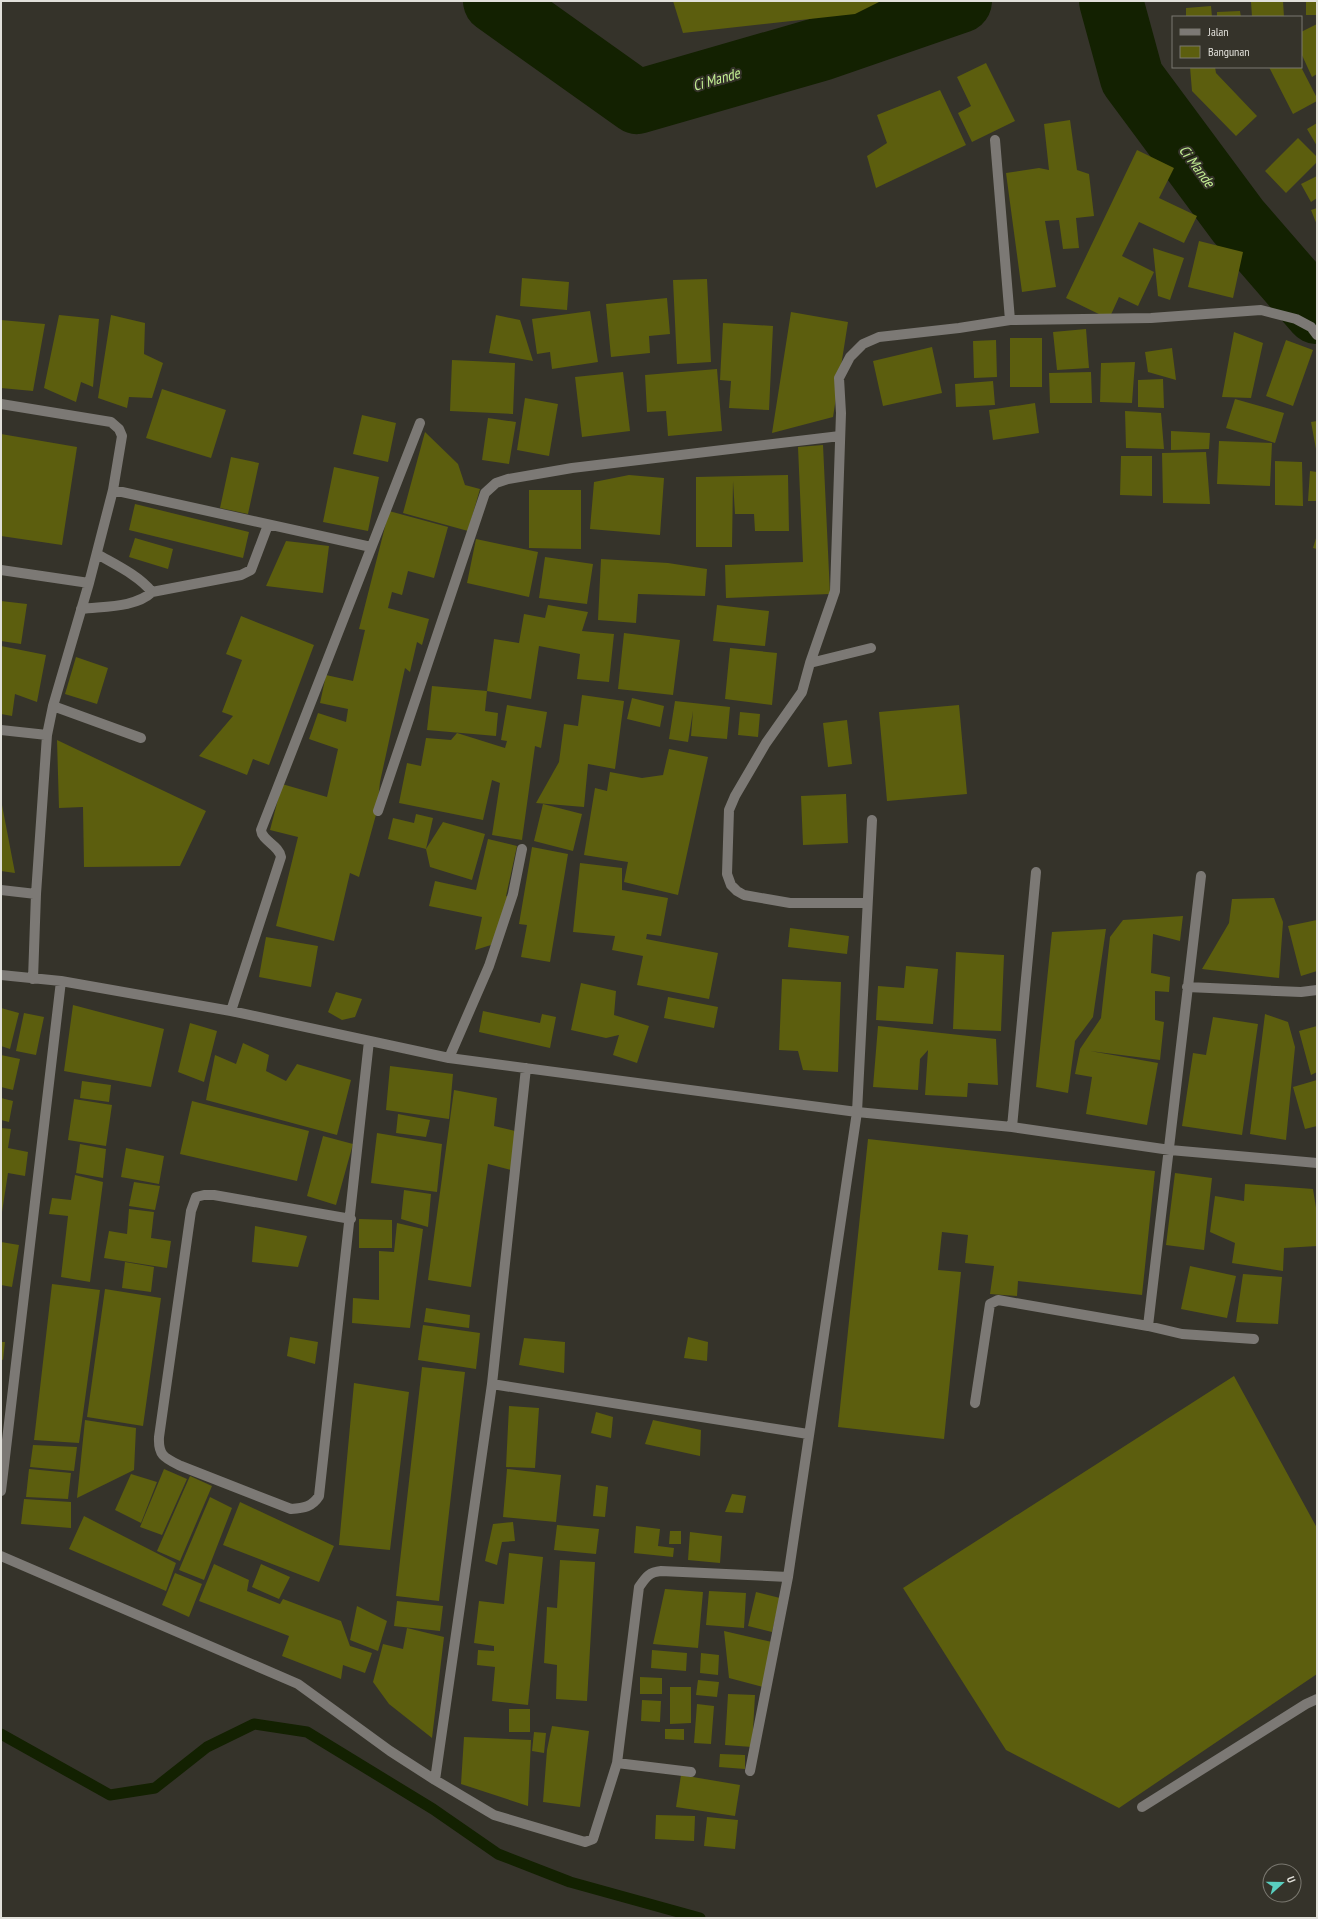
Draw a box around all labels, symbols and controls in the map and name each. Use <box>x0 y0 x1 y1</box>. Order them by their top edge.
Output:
legend <box>1172 16 1302 68</box>
text: Jalan <box>1207 24 1229 39</box>
text: Bangunan <box>1208 44 1249 59</box>
water label: Ci Mande <box>690 63 743 95</box>
water label: Ci Mande <box>1175 141 1220 192</box>
north arrow <box>1262 1863 1302 1903</box>
text: U <box>1284 1874 1299 1885</box>

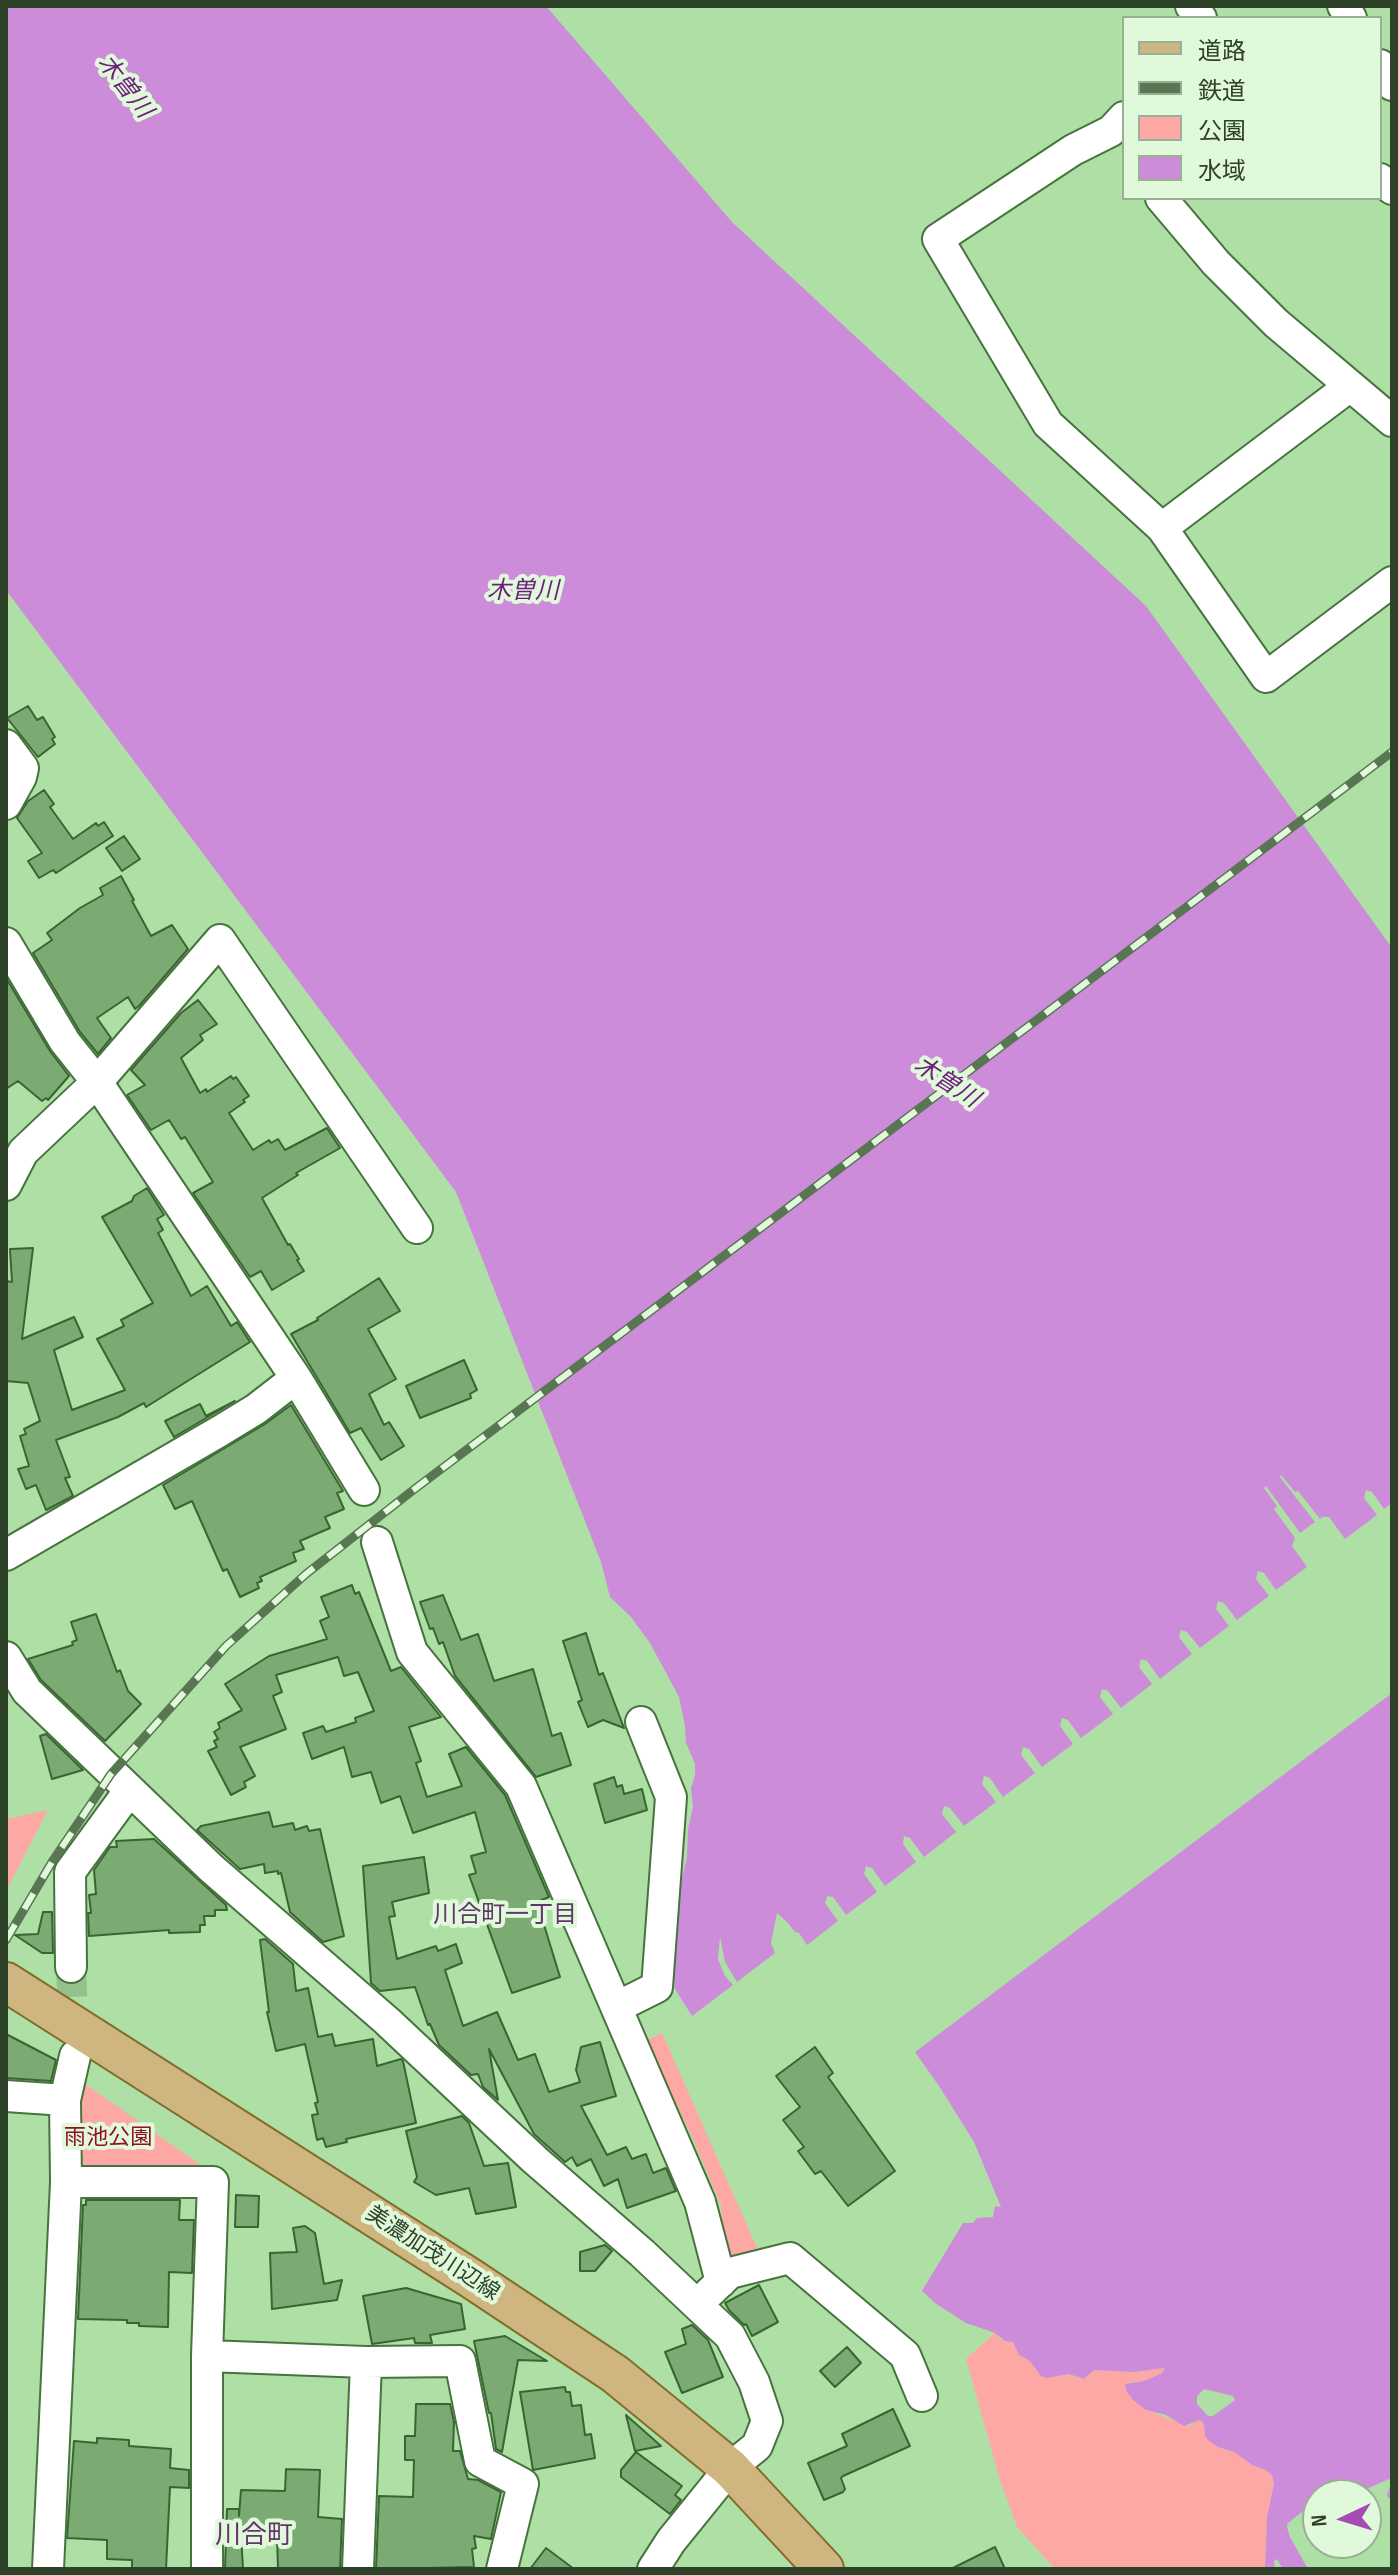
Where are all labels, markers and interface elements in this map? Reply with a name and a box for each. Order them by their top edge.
legend [1122,16,1382,200]
text: 道路 [1198,37,1246,66]
water label: 木曽川 [90,50,158,124]
text: 鉄道 [1198,77,1246,106]
text: 公園 [1198,117,1246,146]
text: 水域 [1198,157,1246,186]
water label: 木曽川 [487,578,559,606]
water label: 木曽川 [908,1051,984,1115]
district label: 川合町一丁目 [433,1902,577,1930]
park label: 雨池公園 [64,2125,152,2151]
street label: 美濃加茂川辺線 [360,2201,504,2307]
north arrow [1302,2479,1382,2559]
text: N [1306,2514,1333,2527]
district label: 川合町 [215,2520,293,2552]

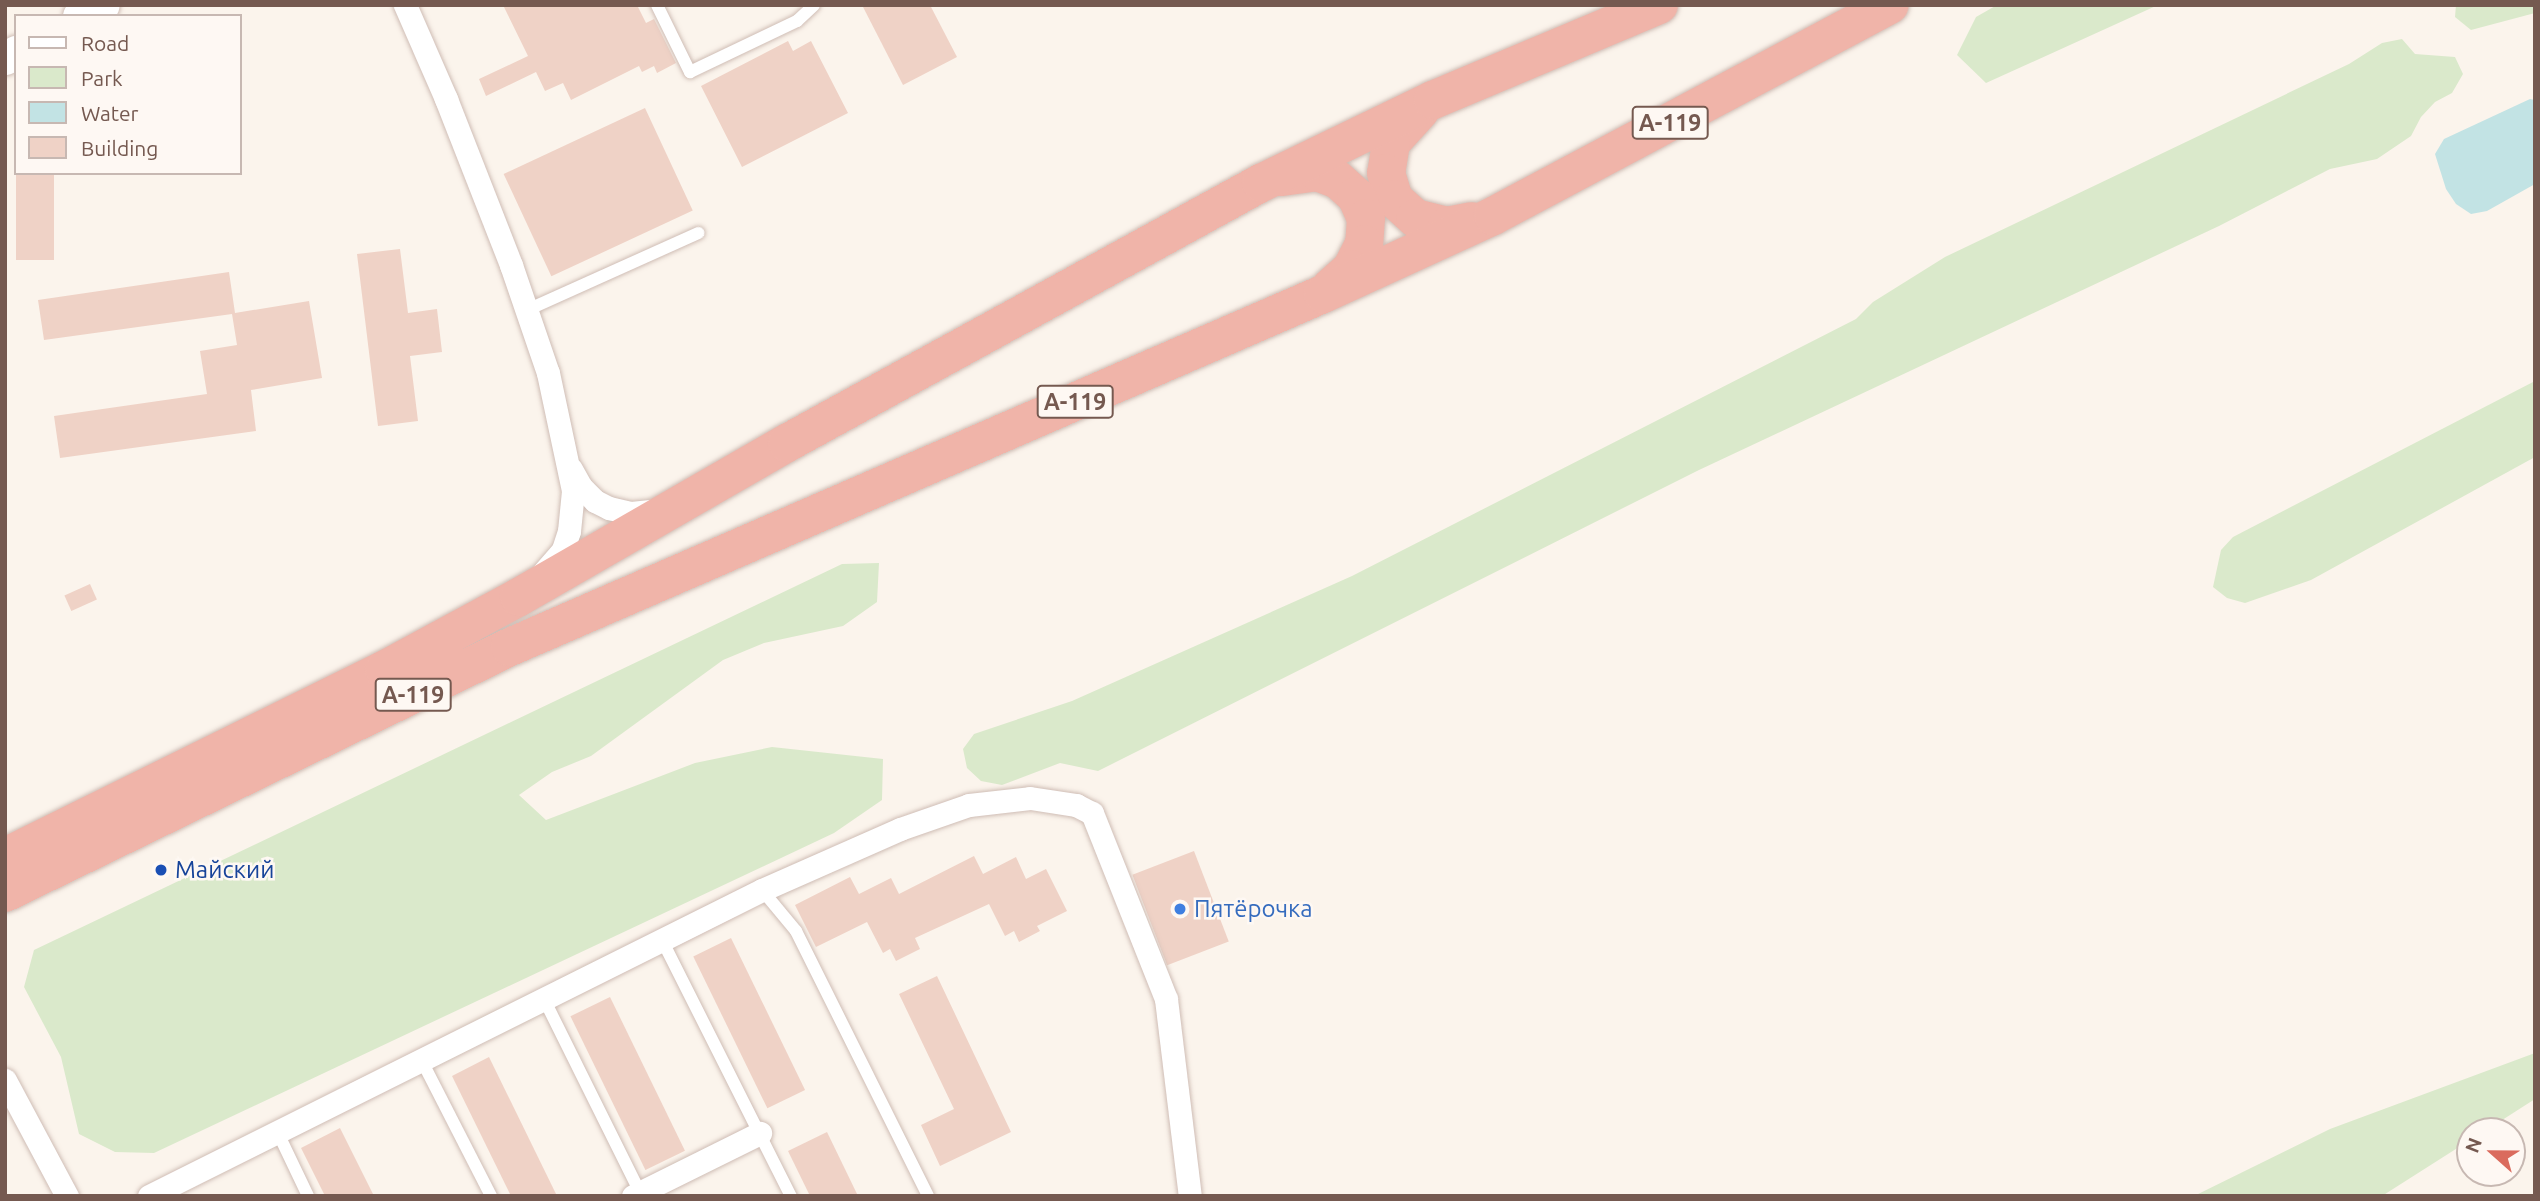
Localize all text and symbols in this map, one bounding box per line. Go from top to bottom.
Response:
legend [14,14,242,175]
text: Road [81,31,129,55]
text: Park [81,66,123,90]
text: Water [81,101,139,125]
road number: А-119 [1632,104,1708,142]
text: Building [81,136,158,160]
road number: А-119 [1036,382,1114,422]
road number: А-119 [374,676,452,715]
place label: Майский [175,856,274,884]
marker: Майский [153,862,169,878]
place label: Пятёрочка [1194,895,1313,923]
marker: Пятёрочка [1172,901,1188,917]
north arrow [2456,1117,2526,1187]
text: N [2460,1135,2486,1156]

_WHAT YOU SHOULD DO_
Are you able to set down all the lines above exactly, without any pictures?

_RESPONSE BOX_
Draw a box around all labels, symbols and controls in the map and name each. Use <box>x0 y0 x1 y1</box>. Order them by their top edge.
Output:
legend <box>1172 16 1302 68</box>
text: Jalan <box>1207 24 1229 39</box>
text: Bangunan <box>1208 44 1249 59</box>
water label: Ci Mande <box>690 63 743 95</box>
water label: Ci Mande <box>1175 141 1220 192</box>
north arrow <box>1262 1863 1302 1903</box>
text: U <box>1284 1874 1299 1885</box>

Where are all labels, markers and interface elements in this map? Reply with a name and a box for each. Order them by their top edge.
legend [1122,16,1382,200]
text: 道路 [1198,37,1246,66]
water label: 木曽川 [90,50,158,124]
text: 鉄道 [1198,77,1246,106]
text: 公園 [1198,117,1246,146]
text: 水域 [1198,157,1246,186]
water label: 木曽川 [487,578,559,606]
water label: 木曽川 [908,1051,984,1115]
district label: 川合町一丁目 [433,1902,577,1930]
park label: 雨池公園 [64,2125,152,2151]
street label: 美濃加茂川辺線 [360,2201,504,2307]
north arrow [1302,2479,1382,2559]
text: N [1306,2514,1333,2527]
district label: 川合町 [215,2520,293,2552]

Localize all text and symbols in this map, one bounding box per line. Go from top to bottom.
Response:
legend [14,14,242,175]
text: Road [81,31,129,55]
text: Park [81,66,123,90]
text: Water [81,101,139,125]
road number: А-119 [1632,104,1708,142]
text: Building [81,136,158,160]
road number: А-119 [1036,382,1114,422]
road number: А-119 [374,676,452,715]
place label: Майский [175,856,274,884]
marker: Майский [153,862,169,878]
place label: Пятёрочка [1194,895,1313,923]
marker: Пятёрочка [1172,901,1188,917]
north arrow [2456,1117,2526,1187]
text: N [2460,1135,2486,1156]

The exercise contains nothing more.